Recently she has been a caseworker and now works part-time for Care Network Cambridgeshire helping to set up and sustain local groups who assist people to live more fulfilling and independent lives.
Labour is fielding Rebecca Denness, who believes local people have realised that austerity simply doesn’t work for the majority of ordinary people.
She says the services we rely on for our quality of life have been cut and are being cut again.
“The workers we rely on, the police, fire-fighters, nurses, teachers and council workers, have their wages capped at just one per cent,” she says. “Whilst the Conservatives on East Cambridgeshire District Council have voted themselves a huge 24 per cent increase in their allowances.
Rebecca lives in West Fen Road with her family and her sons attend Ely St John’s School and Ely College. Previously she worked for the Department for Education and is presently retraining to work in psychology.
“Education is my passion and I am concerned about the underfunding of our schools. I will use my position as councillor for Ely-South to lobby for fairer funding,” she says.
Christine Whelan is standing for the Liberal Democrats; she was narrowly beaten by the Conservatives in the Ely South division in the May elections for the county council.

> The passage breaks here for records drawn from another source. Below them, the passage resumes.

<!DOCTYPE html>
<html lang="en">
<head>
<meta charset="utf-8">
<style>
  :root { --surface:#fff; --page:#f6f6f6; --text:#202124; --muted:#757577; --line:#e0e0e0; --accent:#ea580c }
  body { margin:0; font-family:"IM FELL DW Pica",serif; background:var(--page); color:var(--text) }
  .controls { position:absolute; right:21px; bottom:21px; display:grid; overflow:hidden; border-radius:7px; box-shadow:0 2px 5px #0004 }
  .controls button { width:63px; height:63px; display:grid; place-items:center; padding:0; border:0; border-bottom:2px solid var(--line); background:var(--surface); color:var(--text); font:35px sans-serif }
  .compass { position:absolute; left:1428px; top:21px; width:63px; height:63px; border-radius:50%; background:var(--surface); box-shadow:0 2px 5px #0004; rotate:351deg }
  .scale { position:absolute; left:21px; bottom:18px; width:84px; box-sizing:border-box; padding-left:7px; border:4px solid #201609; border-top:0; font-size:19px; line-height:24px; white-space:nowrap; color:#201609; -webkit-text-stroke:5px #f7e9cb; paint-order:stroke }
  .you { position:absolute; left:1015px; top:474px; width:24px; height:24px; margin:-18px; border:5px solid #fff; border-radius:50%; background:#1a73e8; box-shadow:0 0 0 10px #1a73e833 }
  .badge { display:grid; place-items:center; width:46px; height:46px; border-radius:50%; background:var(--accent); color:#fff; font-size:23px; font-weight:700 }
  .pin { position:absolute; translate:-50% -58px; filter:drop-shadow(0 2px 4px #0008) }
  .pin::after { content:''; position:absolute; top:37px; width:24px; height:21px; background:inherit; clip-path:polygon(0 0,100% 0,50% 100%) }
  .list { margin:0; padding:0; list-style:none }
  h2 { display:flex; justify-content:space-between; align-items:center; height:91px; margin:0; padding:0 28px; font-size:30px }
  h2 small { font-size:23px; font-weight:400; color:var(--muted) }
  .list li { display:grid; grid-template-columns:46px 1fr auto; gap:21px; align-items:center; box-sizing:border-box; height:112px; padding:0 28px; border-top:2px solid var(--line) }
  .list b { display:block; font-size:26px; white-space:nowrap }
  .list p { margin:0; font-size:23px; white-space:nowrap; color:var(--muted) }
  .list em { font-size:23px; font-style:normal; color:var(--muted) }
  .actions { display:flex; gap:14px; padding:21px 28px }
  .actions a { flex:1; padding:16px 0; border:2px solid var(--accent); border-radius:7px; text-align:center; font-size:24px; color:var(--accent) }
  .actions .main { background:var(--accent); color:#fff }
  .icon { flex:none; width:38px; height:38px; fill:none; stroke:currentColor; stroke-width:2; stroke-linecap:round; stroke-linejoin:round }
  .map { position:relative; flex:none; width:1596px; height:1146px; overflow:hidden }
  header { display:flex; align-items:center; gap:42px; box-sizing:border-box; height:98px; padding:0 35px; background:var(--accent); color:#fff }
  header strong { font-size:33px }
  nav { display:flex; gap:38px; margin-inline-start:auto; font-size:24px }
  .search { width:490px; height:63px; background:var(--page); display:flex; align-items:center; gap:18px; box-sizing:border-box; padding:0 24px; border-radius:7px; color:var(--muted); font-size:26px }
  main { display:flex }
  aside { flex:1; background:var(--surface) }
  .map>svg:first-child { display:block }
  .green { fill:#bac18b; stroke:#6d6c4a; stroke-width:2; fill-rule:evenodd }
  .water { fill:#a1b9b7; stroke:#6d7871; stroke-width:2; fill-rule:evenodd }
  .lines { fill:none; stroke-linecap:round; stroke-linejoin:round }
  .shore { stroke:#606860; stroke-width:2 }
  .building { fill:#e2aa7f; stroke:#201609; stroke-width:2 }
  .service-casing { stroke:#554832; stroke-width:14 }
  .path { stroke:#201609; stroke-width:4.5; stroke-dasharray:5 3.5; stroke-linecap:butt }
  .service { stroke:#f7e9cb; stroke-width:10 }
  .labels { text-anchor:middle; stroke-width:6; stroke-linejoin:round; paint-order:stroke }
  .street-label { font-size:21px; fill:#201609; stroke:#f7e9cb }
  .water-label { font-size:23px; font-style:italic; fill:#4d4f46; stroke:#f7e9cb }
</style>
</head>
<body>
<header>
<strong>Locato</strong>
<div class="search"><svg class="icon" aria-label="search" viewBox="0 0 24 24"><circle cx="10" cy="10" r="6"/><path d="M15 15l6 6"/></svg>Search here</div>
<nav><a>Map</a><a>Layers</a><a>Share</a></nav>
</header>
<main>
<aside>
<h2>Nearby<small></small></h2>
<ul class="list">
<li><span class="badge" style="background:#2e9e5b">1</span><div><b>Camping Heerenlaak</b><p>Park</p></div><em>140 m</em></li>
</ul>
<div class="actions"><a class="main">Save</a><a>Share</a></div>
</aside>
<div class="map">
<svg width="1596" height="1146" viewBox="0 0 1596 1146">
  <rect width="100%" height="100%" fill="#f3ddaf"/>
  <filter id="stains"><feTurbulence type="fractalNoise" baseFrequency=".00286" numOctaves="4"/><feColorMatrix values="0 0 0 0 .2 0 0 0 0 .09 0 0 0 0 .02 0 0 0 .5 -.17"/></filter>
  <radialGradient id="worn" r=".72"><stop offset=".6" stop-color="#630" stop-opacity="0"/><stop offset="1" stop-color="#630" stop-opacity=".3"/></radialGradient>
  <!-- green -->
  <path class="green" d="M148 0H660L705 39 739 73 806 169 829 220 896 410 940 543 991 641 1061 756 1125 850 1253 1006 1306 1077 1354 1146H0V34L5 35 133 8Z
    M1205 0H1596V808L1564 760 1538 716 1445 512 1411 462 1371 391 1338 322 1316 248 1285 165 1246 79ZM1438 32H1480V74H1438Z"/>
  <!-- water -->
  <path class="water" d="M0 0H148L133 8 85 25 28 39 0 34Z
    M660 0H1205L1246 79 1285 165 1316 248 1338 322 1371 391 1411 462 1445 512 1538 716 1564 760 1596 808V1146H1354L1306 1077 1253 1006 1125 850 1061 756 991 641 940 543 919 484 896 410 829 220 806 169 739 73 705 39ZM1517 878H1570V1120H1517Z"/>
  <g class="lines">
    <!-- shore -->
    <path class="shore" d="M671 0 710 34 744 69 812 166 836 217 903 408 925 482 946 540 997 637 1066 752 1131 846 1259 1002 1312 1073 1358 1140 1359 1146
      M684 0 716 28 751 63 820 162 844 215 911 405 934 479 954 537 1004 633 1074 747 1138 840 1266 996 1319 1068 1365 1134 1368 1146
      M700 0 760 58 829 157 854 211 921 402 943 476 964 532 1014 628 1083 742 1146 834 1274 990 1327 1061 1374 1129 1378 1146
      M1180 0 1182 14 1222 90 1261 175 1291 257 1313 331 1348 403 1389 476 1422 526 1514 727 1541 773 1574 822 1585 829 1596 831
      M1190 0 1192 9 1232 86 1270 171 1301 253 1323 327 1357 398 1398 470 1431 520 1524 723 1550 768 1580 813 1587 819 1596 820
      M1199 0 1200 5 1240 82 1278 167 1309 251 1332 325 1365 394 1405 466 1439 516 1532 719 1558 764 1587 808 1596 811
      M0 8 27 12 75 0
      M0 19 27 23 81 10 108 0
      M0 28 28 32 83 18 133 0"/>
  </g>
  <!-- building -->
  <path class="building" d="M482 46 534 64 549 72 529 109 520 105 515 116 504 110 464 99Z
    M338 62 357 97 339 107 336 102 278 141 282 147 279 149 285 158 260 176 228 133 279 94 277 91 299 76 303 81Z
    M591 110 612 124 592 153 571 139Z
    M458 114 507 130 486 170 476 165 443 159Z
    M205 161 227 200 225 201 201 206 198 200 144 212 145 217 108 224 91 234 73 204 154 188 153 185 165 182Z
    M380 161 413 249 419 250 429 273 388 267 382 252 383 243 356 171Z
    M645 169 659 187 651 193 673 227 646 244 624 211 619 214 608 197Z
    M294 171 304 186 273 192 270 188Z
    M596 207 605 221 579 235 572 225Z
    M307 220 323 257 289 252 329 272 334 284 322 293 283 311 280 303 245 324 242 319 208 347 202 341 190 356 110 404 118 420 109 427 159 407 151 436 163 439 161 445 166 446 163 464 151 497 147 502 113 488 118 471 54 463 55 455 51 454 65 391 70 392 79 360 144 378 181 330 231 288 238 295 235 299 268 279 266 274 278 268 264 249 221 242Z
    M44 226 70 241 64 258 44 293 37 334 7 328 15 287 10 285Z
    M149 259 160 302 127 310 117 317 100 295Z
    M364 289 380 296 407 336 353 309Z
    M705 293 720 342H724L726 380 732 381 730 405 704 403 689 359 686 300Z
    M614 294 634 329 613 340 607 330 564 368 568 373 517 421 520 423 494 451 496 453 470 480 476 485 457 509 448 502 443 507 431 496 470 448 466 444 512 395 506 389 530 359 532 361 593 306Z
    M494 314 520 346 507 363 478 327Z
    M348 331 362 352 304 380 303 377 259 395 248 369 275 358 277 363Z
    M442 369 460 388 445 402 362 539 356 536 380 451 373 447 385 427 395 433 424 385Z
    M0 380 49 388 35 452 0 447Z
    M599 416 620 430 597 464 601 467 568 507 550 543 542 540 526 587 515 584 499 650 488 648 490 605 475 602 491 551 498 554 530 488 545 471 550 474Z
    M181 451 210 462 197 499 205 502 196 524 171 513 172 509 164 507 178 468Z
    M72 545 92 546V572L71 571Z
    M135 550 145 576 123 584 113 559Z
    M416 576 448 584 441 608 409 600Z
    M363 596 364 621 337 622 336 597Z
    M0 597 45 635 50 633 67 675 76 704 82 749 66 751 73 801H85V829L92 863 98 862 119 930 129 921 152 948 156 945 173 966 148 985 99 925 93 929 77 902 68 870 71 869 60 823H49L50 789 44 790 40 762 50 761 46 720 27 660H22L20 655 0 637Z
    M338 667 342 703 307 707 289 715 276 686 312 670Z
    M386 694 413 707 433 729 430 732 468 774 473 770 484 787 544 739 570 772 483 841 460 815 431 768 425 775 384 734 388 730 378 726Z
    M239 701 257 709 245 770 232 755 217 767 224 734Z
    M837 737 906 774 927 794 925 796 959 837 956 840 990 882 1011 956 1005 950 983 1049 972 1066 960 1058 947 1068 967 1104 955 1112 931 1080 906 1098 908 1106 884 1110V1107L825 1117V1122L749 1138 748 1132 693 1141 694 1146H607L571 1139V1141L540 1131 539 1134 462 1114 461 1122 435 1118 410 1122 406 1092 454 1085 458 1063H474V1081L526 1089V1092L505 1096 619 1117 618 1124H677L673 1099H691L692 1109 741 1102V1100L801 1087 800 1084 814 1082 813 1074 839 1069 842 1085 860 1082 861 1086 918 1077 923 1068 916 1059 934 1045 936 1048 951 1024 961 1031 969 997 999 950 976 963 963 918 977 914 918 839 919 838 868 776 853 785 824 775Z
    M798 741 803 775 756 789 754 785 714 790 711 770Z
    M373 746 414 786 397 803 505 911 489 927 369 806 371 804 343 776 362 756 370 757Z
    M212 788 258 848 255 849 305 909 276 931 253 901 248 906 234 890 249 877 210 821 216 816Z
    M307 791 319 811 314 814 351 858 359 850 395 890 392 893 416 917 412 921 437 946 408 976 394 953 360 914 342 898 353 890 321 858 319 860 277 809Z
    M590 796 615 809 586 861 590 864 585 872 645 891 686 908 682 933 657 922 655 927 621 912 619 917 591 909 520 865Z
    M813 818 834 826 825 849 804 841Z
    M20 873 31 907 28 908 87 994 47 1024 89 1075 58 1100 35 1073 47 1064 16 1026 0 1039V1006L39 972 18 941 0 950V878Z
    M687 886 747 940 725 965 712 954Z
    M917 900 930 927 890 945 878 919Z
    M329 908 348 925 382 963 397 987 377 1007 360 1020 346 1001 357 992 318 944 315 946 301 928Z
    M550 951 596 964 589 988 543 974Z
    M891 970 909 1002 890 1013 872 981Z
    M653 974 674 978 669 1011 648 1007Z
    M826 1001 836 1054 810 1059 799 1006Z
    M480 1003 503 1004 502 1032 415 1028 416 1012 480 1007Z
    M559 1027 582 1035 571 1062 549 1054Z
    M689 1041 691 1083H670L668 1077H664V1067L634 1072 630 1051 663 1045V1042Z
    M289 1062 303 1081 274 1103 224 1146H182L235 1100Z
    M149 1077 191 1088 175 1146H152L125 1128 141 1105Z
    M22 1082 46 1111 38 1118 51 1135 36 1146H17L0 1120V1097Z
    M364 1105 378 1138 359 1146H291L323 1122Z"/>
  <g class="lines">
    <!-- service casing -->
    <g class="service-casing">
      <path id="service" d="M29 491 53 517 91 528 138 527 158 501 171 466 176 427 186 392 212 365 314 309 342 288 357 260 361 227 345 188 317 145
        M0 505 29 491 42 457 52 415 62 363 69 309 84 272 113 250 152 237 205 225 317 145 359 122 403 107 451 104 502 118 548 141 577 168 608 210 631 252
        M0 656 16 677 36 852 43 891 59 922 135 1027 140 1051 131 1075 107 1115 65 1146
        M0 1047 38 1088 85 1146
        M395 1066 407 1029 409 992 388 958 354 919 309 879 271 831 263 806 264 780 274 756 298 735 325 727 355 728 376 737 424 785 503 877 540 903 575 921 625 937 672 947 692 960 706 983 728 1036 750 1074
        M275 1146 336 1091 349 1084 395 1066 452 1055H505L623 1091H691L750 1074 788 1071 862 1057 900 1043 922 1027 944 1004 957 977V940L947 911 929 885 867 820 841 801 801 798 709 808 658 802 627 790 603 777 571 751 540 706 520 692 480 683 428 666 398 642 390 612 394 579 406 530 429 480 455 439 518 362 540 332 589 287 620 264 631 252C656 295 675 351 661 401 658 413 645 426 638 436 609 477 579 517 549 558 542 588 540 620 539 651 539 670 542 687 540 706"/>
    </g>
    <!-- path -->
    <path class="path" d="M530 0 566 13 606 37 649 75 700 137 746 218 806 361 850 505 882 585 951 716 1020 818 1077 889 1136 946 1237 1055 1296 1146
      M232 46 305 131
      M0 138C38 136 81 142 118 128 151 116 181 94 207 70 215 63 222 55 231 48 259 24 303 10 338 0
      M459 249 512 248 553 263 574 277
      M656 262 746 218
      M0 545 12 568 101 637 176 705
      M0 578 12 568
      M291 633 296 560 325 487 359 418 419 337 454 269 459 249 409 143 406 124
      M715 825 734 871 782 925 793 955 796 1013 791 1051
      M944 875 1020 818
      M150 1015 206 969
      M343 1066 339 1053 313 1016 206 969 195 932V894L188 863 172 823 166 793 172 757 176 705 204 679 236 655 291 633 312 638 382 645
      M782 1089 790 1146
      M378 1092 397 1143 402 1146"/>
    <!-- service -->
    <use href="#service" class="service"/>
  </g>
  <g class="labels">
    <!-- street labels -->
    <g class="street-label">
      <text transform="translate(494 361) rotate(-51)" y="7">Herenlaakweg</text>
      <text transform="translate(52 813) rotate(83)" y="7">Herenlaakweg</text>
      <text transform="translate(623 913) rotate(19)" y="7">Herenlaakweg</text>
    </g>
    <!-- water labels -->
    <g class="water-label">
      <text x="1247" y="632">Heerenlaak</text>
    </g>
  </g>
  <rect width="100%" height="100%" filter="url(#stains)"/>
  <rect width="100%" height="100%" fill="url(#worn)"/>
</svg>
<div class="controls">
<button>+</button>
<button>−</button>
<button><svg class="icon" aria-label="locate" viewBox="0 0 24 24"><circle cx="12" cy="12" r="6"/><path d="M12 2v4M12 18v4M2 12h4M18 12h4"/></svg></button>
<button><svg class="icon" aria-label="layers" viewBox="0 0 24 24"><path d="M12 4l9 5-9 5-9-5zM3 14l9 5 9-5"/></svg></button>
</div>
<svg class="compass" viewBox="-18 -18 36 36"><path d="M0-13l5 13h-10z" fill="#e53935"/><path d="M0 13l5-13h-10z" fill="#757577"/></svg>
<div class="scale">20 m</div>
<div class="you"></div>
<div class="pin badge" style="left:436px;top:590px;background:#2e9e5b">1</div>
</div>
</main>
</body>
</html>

Christine lives in one of the many areas of Ely built during the last twenty years.
“I am standing for the District Council because I want to make Ely an even better place to live,” she says.
“The city has doubled in size in twenty years but the infrastructure we need has been neglected by the Conservative-run councils.
“People need a third doctors’ surgery in Ely so that waiting times, of up to five weeks at St Mary’s, fall significantly.
“We need more school places as some Ely children are having to go to Witchford and there are more houses about to be built.
“And we need to improve the A10 and public transport to Cambridge.
Two years ago, Christine was elected as a member of Ely City Council. She recently voted against the plans to redevelop the market square.